The Data Charmer: Tungsten Replicator Filters: A trove of golden secrets unveiled

UPDATE: This post is obsolete, for most of the URLs referenced here have been removed by the contents owner.

Since I joined the company in late 2010, I have known that one of the strong points of Tungsten Replicator is its ability of setting filters. The amazing capabilities offered by Tungsten filters cannot be fully grasped unless we explain how stage replication works.

There are several default stages in the replication stream. Every stage has an extraction task and an apply task. The extraction task will get data from the previous step repository and the apply task will save the data to the next repository, which can be either a temporary storage (memory queue, THL file) or the final destination (slave database server). Consider that the architecture allows developers to add stages, and you will appreciate its full power. For every stage, we can insert one or more filter between the two tasks. This architecture gives us ample freedom to design our pipelines.

What’s more interesting, filters in Tungsten can be of two types:

built-in filters, written in Java, which require users to compile and build the software before the filter is available;
Javascript filters, which can do almost everything the built-in scripts can do, but don’t require recompiling. All you need is deploy the filter in the appropriate folder, and run a tpm command to install or update the replicator.

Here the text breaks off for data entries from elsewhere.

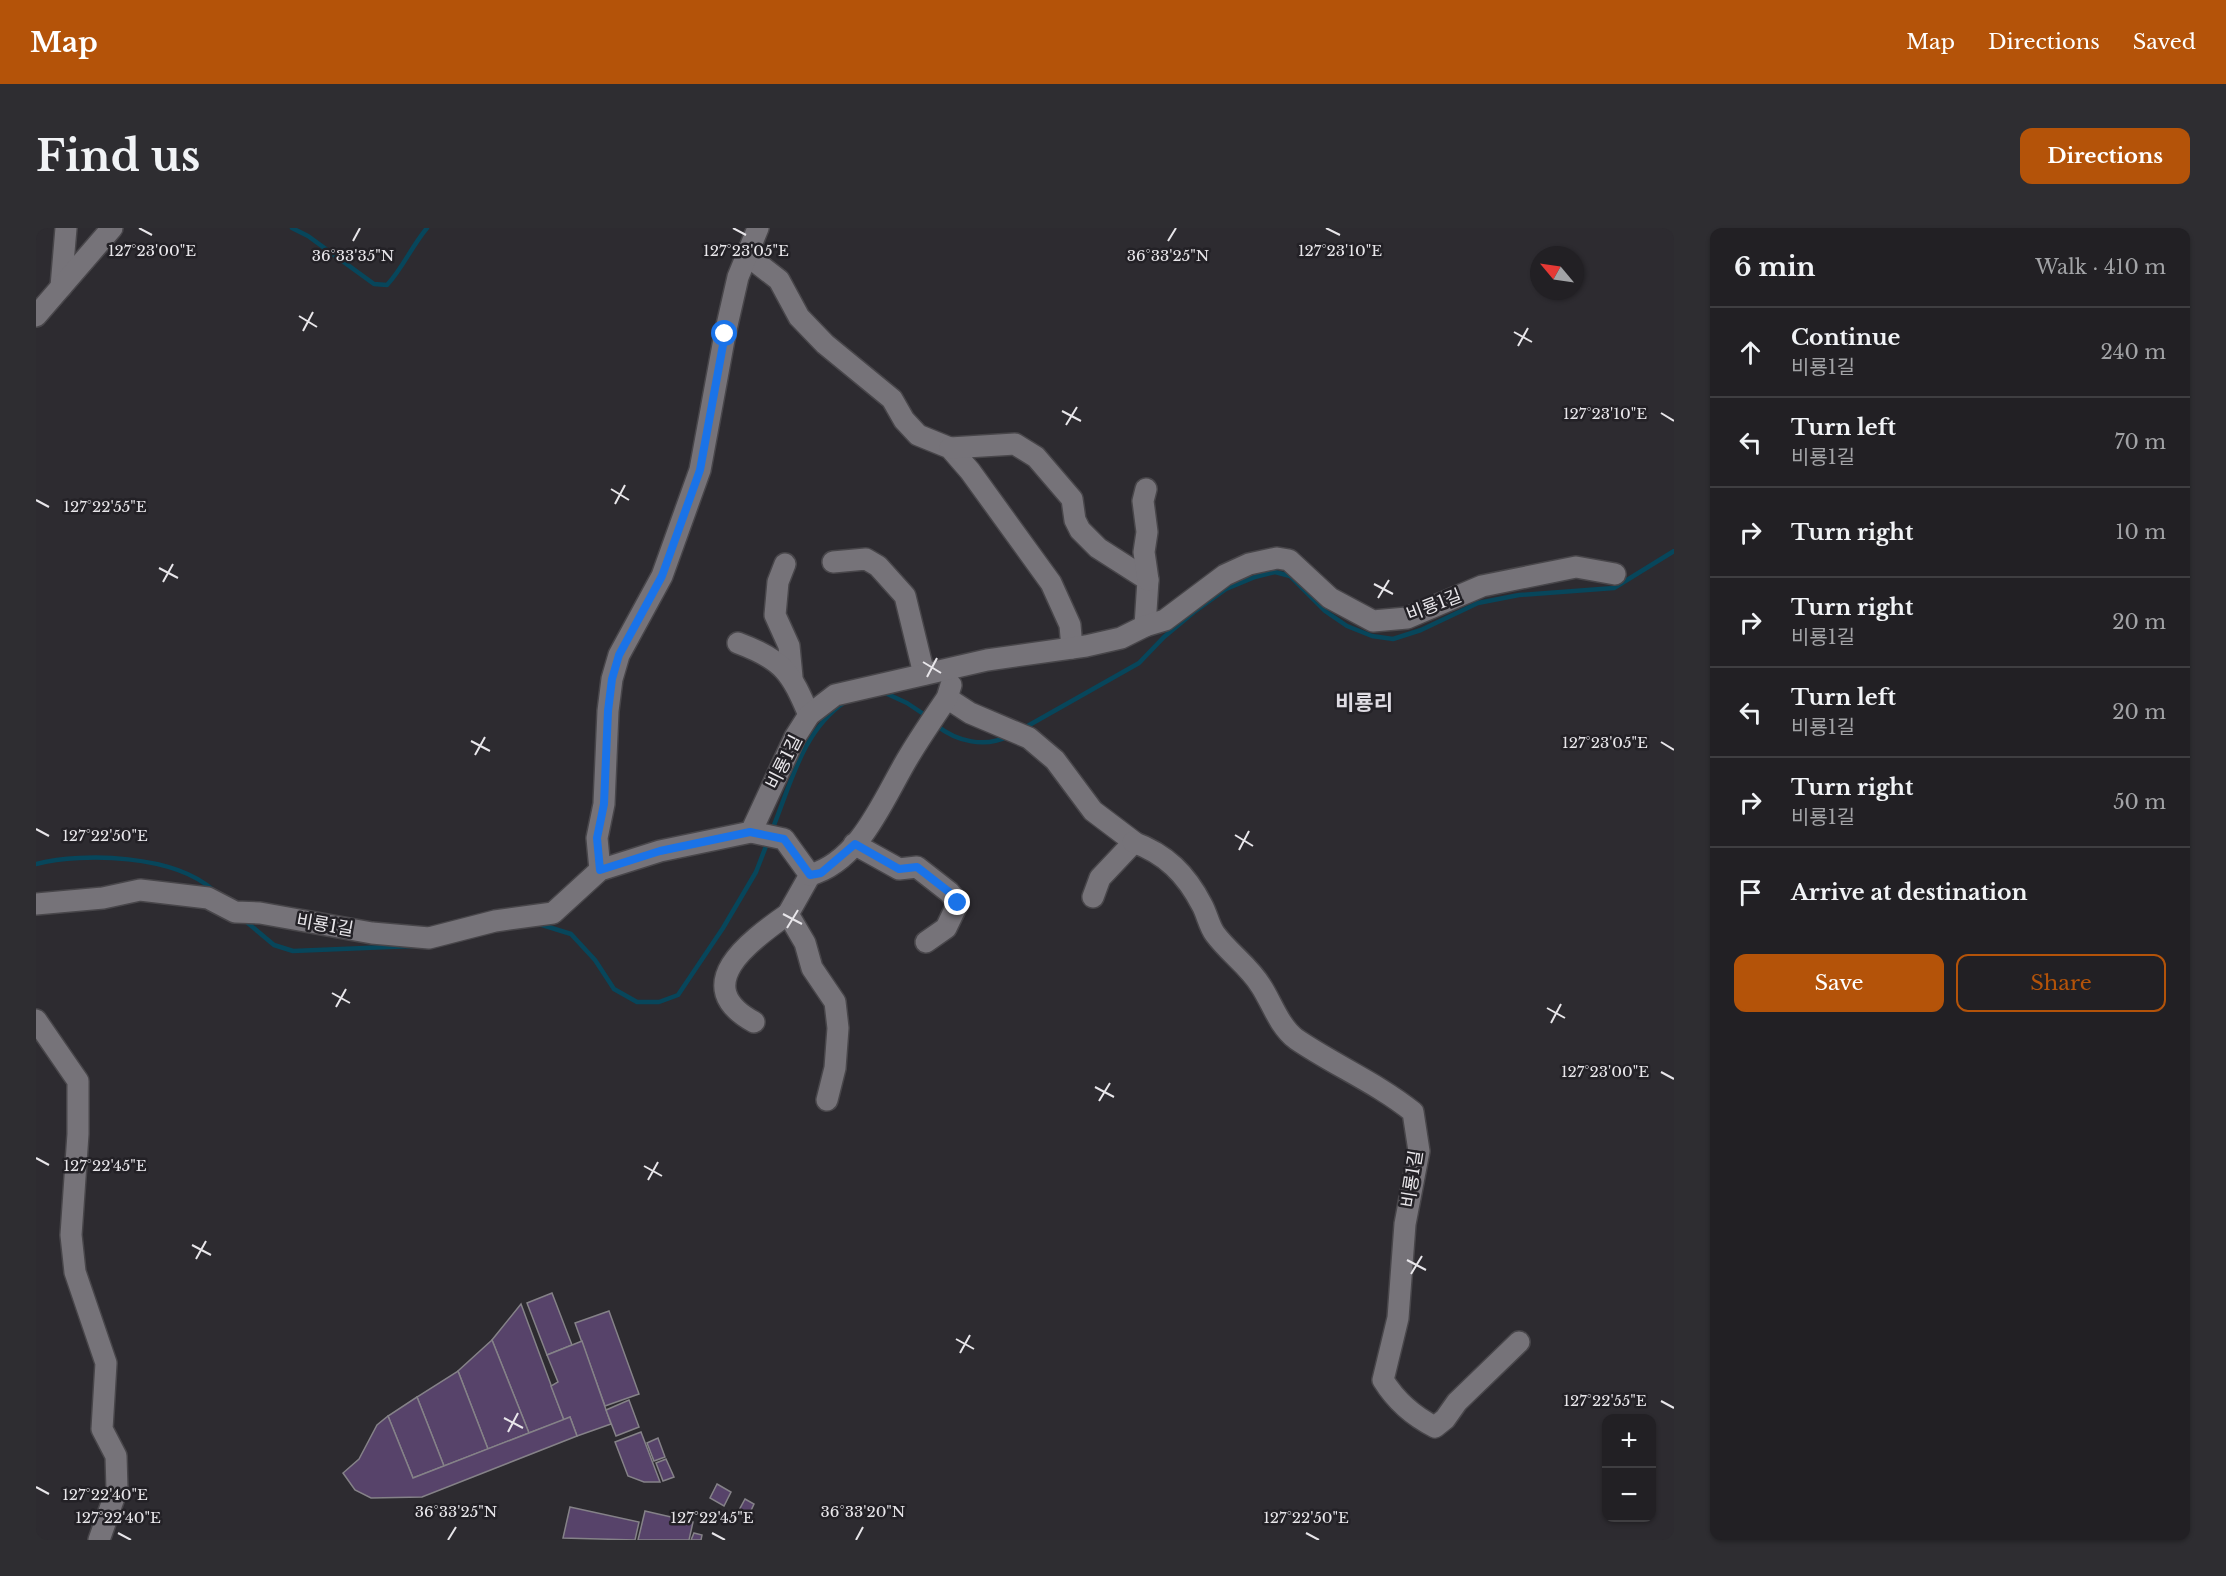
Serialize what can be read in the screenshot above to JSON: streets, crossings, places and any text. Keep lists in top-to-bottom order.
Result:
{
  "streets": {
    "street": ["비룡1길"]
  },
  "districts": ["비룡리"],
  "north": "top left",
  "page": {
    "header": "Map",
    "nav": ["Map", "Directions", "Saved"],
    "buttons": [
      "Directions",
      ["Save", "Share"]
    ],
    "title": "Find us",
    "heading": ["6 min", "Walk · 410 m"],
    "list": [
      ["Continue", "비룡1길", "240 m"],
      ["Turn left", "비룡1길", "70 m"],
      ["Turn right", "10 m"],
      ["Turn right", "비룡1길", "20 m"],
      ["Turn left", "비룡1길", "20 m"],
      ["Turn right", "비룡1길", "50 m"],
      "Arrive at destination"
    ],
    "map_buttons": ["+", "−"]
  },
  "coordinates": [
    "127°23'00\"E",
    "127°23'05\"E",
    "127°23'10\"E",
    "36°33'35\"N",
    "36°33'25\"N",
    "127°22'55\"E",
    "127°22'50\"E",
    "127°22'45\"E",
    "127°22'40\"E",
    "36°33'20\"N"
  ]
}
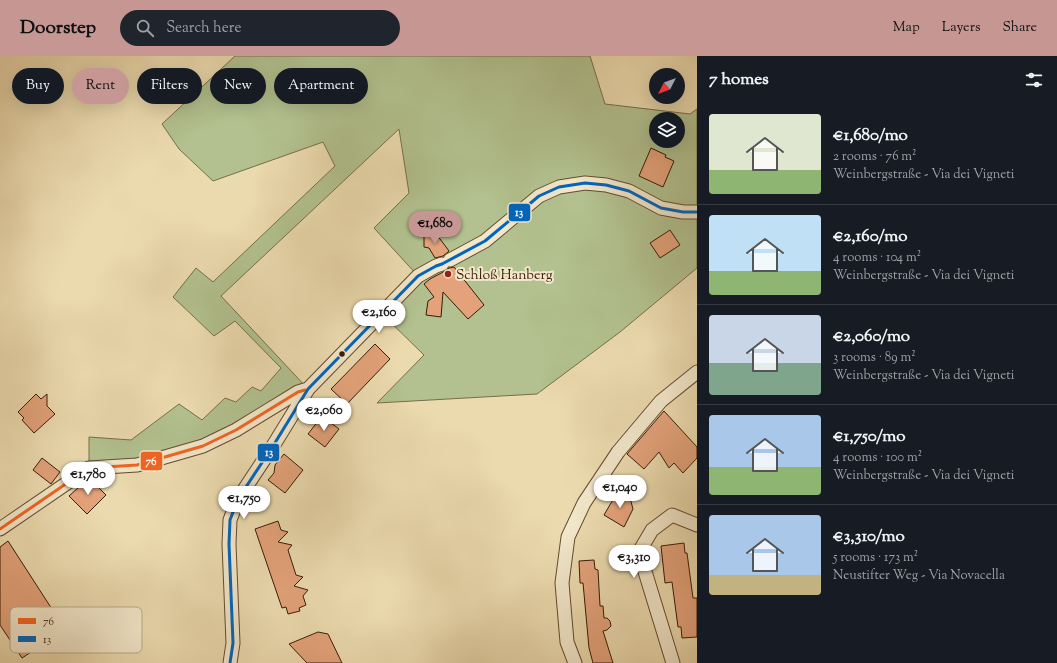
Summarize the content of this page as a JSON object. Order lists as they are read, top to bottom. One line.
{"places":["Schloß Hanberg"],"lines":["transit line 13","transit line 76"],"legend":["76","13"],"north":"bottom left","page":{"header":"Doorstep","search":"Search here","nav":["Map","Layers","Share"],"heading":"7 homes","chip":["Buy","Rent","Filters","New","Apartment"],"list":[{"name":"€1,680/mo","note":"2 rooms · 76 m² · Weinbergstraße - Via dei Vigneti"},{"name":"€2,160/mo","note":"4 rooms · 104 m² · Weinbergstraße - Via dei Vigneti"},{"name":"€2,060/mo","note":"3 rooms · 89 m² · Weinbergstraße - Via dei Vigneti"},{"name":"€1,750/mo","note":"4 rooms · 100 m² · Weinbergstraße - Via dei Vigneti"},{"name":"€3,310/mo","note":"5 rooms · 173 m² · Neustifter Weg - Via Novacella"}],"price":["€1,680","€2,160","€2,060","€1,780","€1,040","€1,750","€3,310"]}}
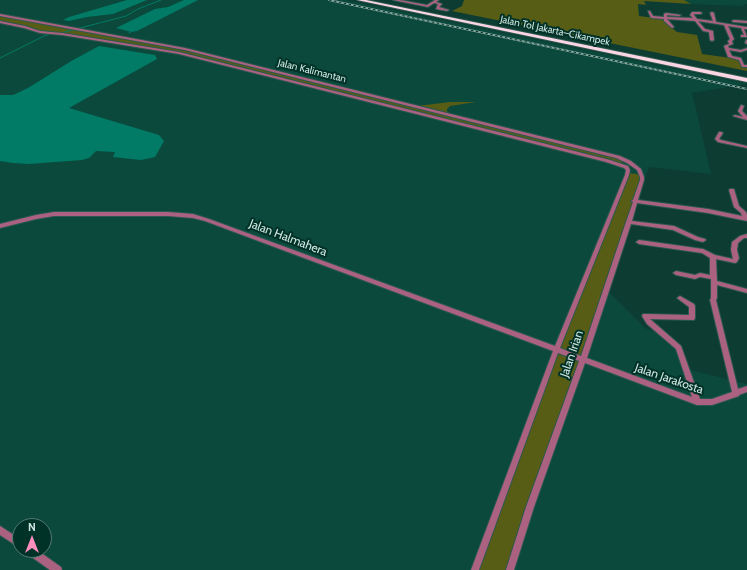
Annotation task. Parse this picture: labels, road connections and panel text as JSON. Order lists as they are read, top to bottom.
{
  "streets": {
    "highway": ["Jalan Tol Jakarta–Cikampek"],
    "street": [
      "Jalan Kalimantan",
      "Jalan Halmahera",
      "Jalan Irian",
      "Jalan Jarakosta"
    ]
  },
  "crossings": [
    ["Jalan Halmahera", "Jalan Irian"],
    ["Jalan Halmahera", "Jalan Jarakosta"],
    ["Jalan Irian", "Jalan Jarakosta"]
  ],
  "north": "top"
}
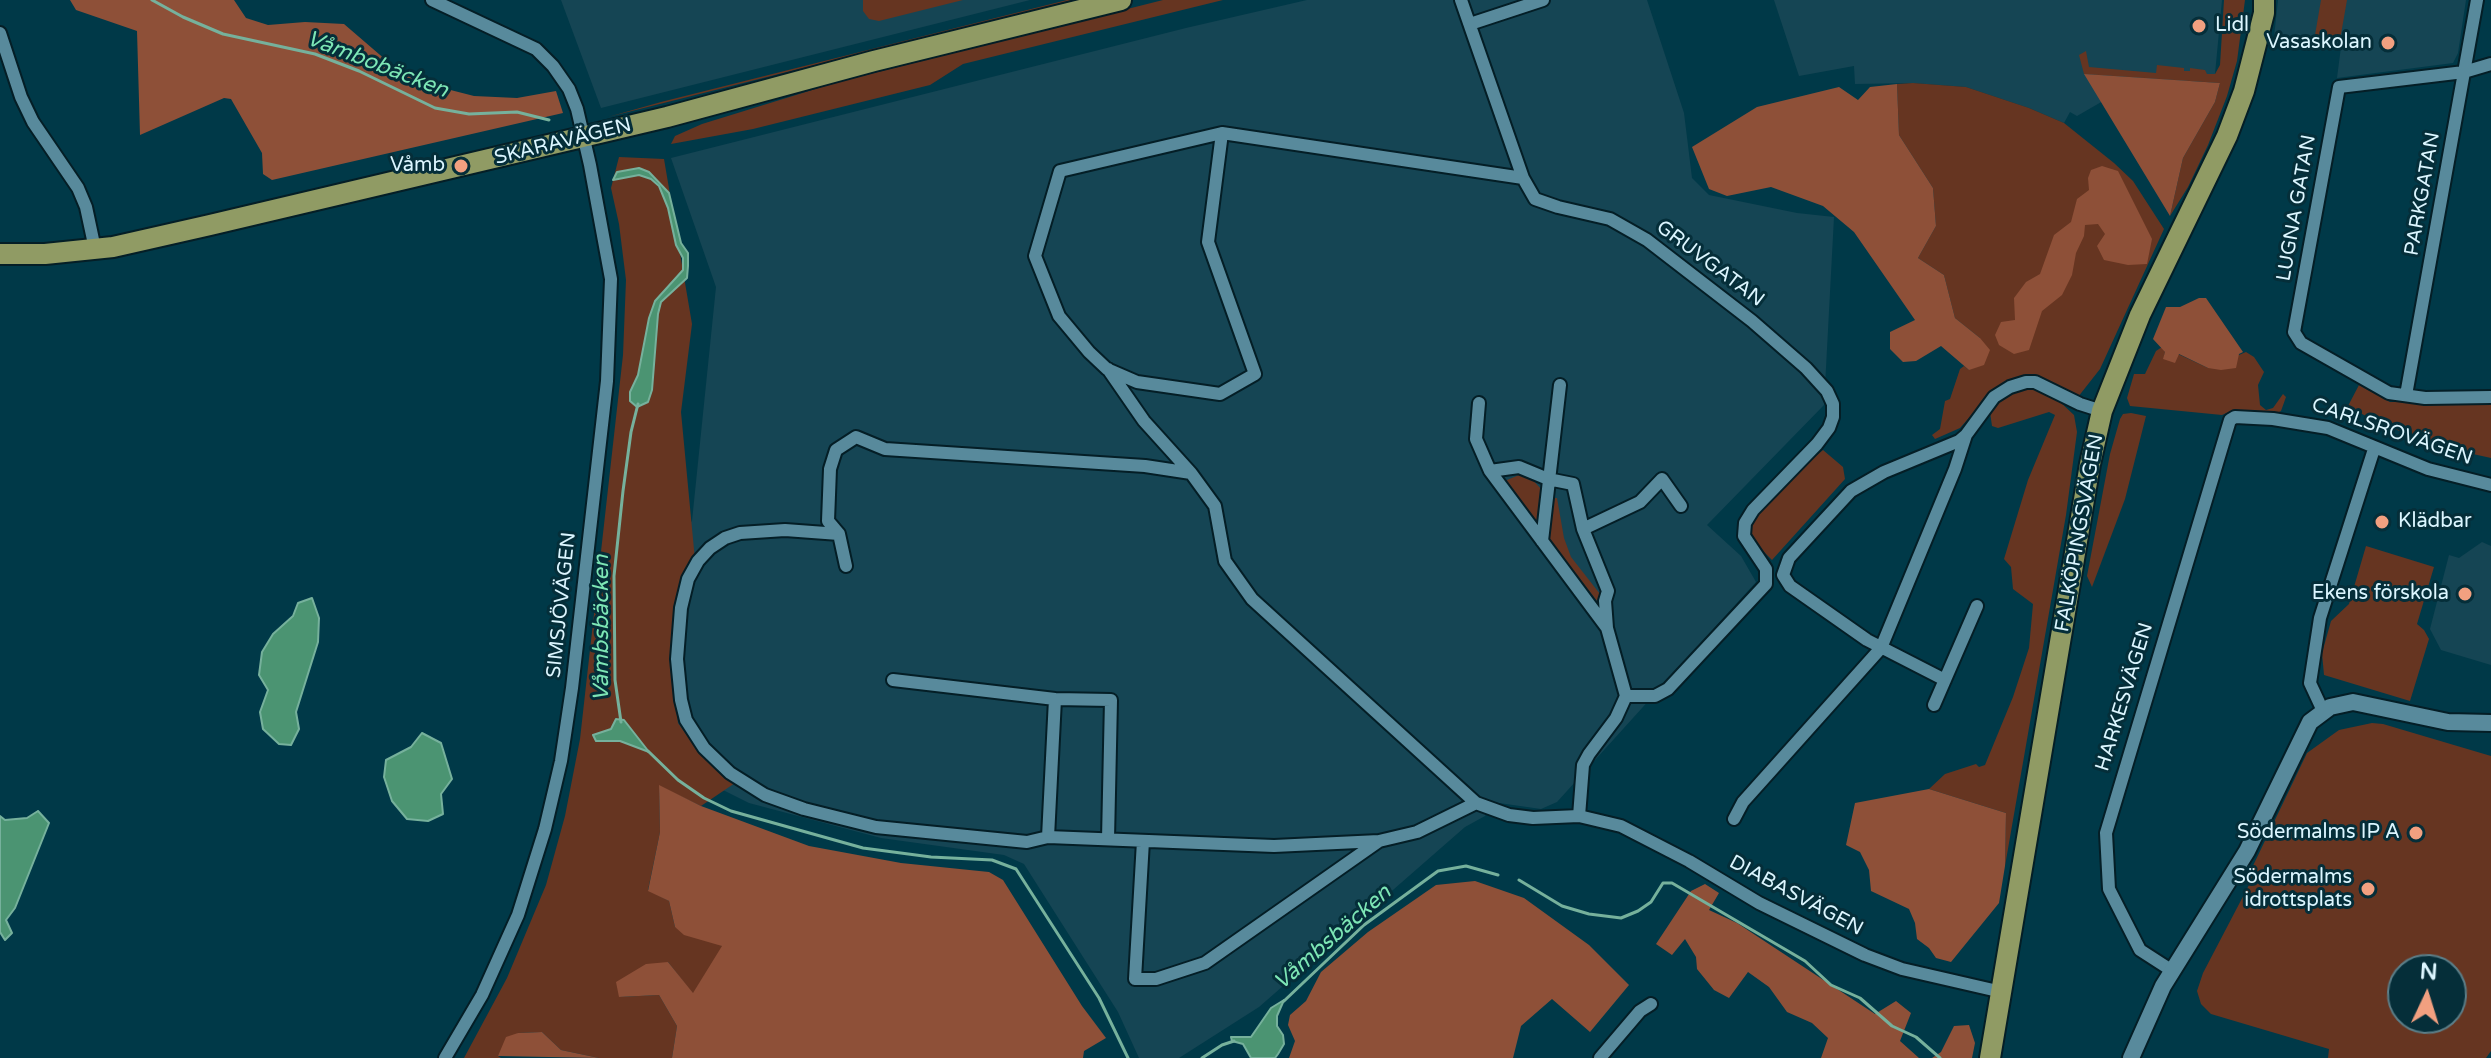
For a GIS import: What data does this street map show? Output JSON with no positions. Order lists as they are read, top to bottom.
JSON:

The Tungsten team has developed a large number of filters, either to achieve general purpose pipeline control (such as renaming objects, excluding or including schemas and tables from replication) or filters providing very specific tasks that were needed to meet customer requirements or to help implementing heterogeneous pipelines (such as converting ENUM and SET columns to strings, dropping UPDATE and DELETE events, normalize DDL, etc). There are 23 built-in and 18 Javascript filters available. They were largely undocumented, or sparsely documented in the code. Now, thanks to my colleague MC Brown, Continuent director of documentation, the treasure is there for the taking.

First off, there is a general guide of filter usage, which tells you how to enable or disable filters.
Then, we have a full list of the built-in filters with their purpose, required parameters, and some applicability notes.
For Javascript filters there is a section that explains in detail How to create and using Javascript filters, followed by the Reference list of all available filters.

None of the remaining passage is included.